Your task is to output the listing word for word, with pictures excluded.

++++ DATA EXTRACT

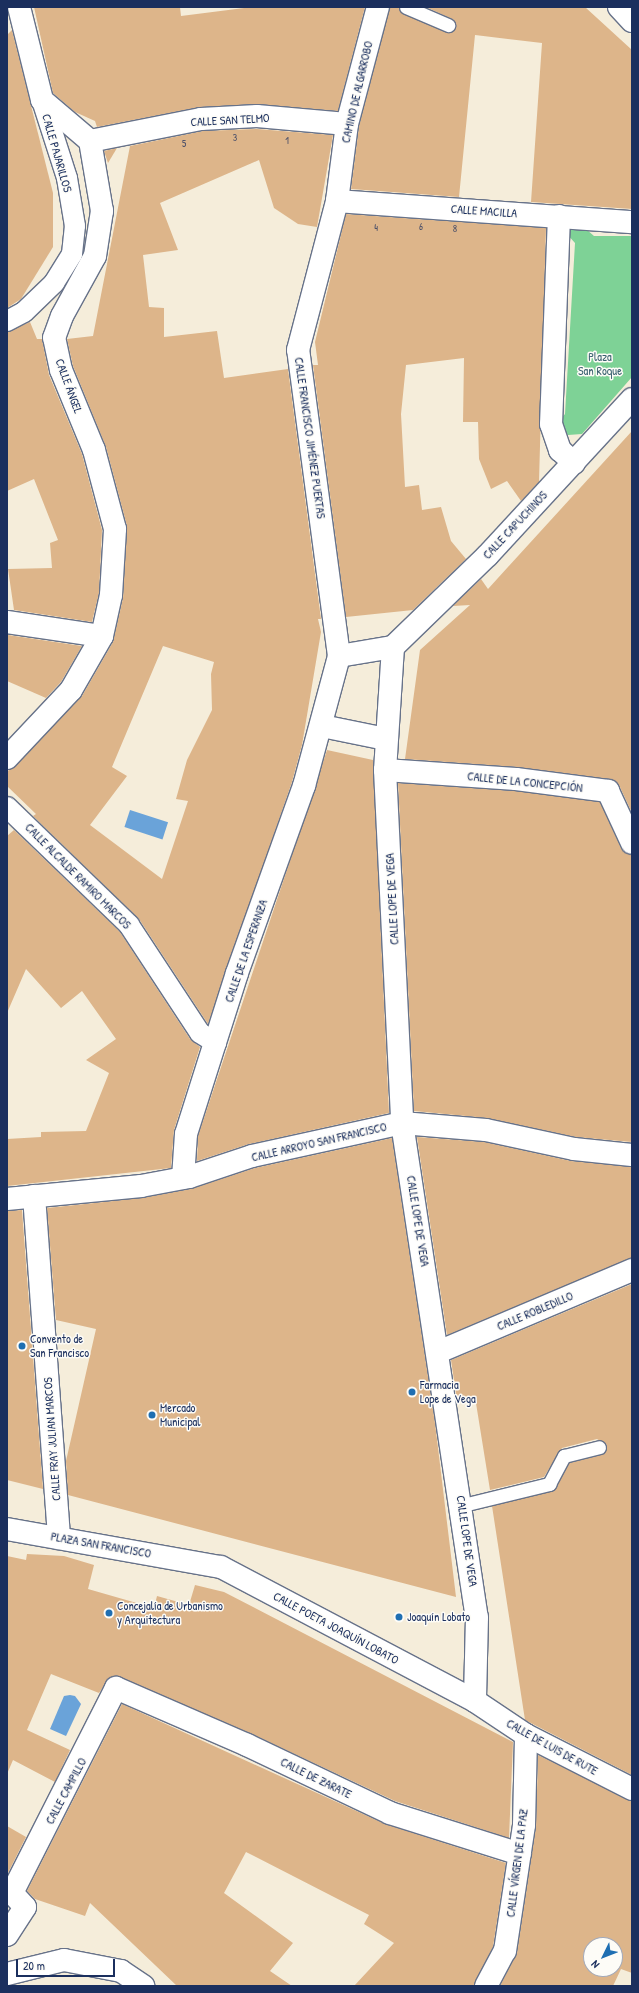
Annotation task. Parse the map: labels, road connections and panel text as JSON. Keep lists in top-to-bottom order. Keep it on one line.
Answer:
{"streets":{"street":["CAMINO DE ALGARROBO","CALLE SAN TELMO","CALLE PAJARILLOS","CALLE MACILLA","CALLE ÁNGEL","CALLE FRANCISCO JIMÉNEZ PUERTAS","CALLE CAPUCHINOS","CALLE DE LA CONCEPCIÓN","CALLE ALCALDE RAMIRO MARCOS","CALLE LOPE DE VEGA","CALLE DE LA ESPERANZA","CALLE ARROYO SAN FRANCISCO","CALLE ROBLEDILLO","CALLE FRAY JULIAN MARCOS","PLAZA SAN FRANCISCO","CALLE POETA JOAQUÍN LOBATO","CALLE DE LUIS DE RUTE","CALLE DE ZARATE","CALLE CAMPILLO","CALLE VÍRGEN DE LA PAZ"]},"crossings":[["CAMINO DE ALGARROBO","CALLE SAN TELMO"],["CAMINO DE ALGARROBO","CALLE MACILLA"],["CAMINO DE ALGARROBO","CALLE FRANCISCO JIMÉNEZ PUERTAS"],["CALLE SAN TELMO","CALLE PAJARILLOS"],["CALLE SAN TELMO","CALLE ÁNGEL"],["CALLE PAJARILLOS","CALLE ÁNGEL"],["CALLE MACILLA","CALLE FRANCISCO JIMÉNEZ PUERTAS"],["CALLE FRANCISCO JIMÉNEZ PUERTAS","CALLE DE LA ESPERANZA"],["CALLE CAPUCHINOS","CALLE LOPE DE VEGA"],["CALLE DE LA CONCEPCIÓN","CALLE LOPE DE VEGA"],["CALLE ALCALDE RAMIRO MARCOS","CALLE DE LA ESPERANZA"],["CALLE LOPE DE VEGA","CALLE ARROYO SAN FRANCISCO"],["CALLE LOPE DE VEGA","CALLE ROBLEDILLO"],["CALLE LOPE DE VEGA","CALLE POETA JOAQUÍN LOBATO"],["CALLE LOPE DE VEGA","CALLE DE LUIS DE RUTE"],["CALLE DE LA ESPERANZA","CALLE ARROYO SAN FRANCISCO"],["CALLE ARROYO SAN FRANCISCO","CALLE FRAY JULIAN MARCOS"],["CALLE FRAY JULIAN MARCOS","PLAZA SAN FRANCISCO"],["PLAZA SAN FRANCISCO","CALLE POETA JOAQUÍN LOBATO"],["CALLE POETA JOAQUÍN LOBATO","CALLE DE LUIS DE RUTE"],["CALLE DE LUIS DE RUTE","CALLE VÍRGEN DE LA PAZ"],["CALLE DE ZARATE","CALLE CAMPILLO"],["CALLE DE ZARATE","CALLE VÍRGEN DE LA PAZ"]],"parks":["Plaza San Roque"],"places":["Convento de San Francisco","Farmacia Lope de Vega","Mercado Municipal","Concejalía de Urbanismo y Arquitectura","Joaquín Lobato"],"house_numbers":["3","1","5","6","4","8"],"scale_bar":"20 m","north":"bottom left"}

++++++++

**COMPLETED TASK:**
Annotation task. Parse the map: labels, road connections and panel text as JSON. Keep lists in top-to-bottom order. Keep it on one line.
Answer:
{"streets":{"street":["CAMINO DE ALGARROBO","CALLE SAN TELMO","CALLE PAJARILLOS","CALLE MACILLA","CALLE ÁNGEL","CALLE FRANCISCO JIMÉNEZ PUERTAS","CALLE CAPUCHINOS","CALLE DE LA CONCEPCIÓN","CALLE ALCALDE RAMIRO MARCOS","CALLE LOPE DE VEGA","CALLE DE LA ESPERANZA","CALLE ARROYO SAN FRANCISCO","CALLE ROBLEDILLO","CALLE FRAY JULIAN MARCOS","PLAZA SAN FRANCISCO","CALLE POETA JOAQUÍN LOBATO","CALLE DE LUIS DE RUTE","CALLE DE ZARATE","CALLE CAMPILLO","CALLE VÍRGEN DE LA PAZ"]},"crossings":[["CAMINO DE ALGARROBO","CALLE SAN TELMO"],["CAMINO DE ALGARROBO","CALLE MACILLA"],["CAMINO DE ALGARROBO","CALLE FRANCISCO JIMÉNEZ PUERTAS"],["CALLE SAN TELMO","CALLE PAJARILLOS"],["CALLE SAN TELMO","CALLE ÁNGEL"],["CALLE PAJARILLOS","CALLE ÁNGEL"],["CALLE MACILLA","CALLE FRANCISCO JIMÉNEZ PUERTAS"],["CALLE FRANCISCO JIMÉNEZ PUERTAS","CALLE DE LA ESPERANZA"],["CALLE CAPUCHINOS","CALLE LOPE DE VEGA"],["CALLE DE LA CONCEPCIÓN","CALLE LOPE DE VEGA"],["CALLE ALCALDE RAMIRO MARCOS","CALLE DE LA ESPERANZA"],["CALLE LOPE DE VEGA","CALLE ARROYO SAN FRANCISCO"],["CALLE LOPE DE VEGA","CALLE ROBLEDILLO"],["CALLE LOPE DE VEGA","CALLE POETA JOAQUÍN LOBATO"],["CALLE LOPE DE VEGA","CALLE DE LUIS DE RUTE"],["CALLE DE LA ESPERANZA","CALLE ARROYO SAN FRANCISCO"],["CALLE ARROYO SAN FRANCISCO","CALLE FRAY JULIAN MARCOS"],["CALLE FRAY JULIAN MARCOS","PLAZA SAN FRANCISCO"],["PLAZA SAN FRANCISCO","CALLE POETA JOAQUÍN LOBATO"],["CALLE POETA JOAQUÍN LOBATO","CALLE DE LUIS DE RUTE"],["CALLE DE LUIS DE RUTE","CALLE VÍRGEN DE LA PAZ"],["CALLE DE ZARATE","CALLE CAMPILLO"],["CALLE DE ZARATE","CALLE VÍRGEN DE LA PAZ"]],"parks":["Plaza San Roque"],"places":["Convento de San Francisco","Farmacia Lope de Vega","Mercado Municipal","Concejalía de Urbanismo y Arquitectura","Joaquín Lobato"],"house_numbers":["3","1","5","6","4","8"],"scale_bar":"20 m","north":"bottom left"}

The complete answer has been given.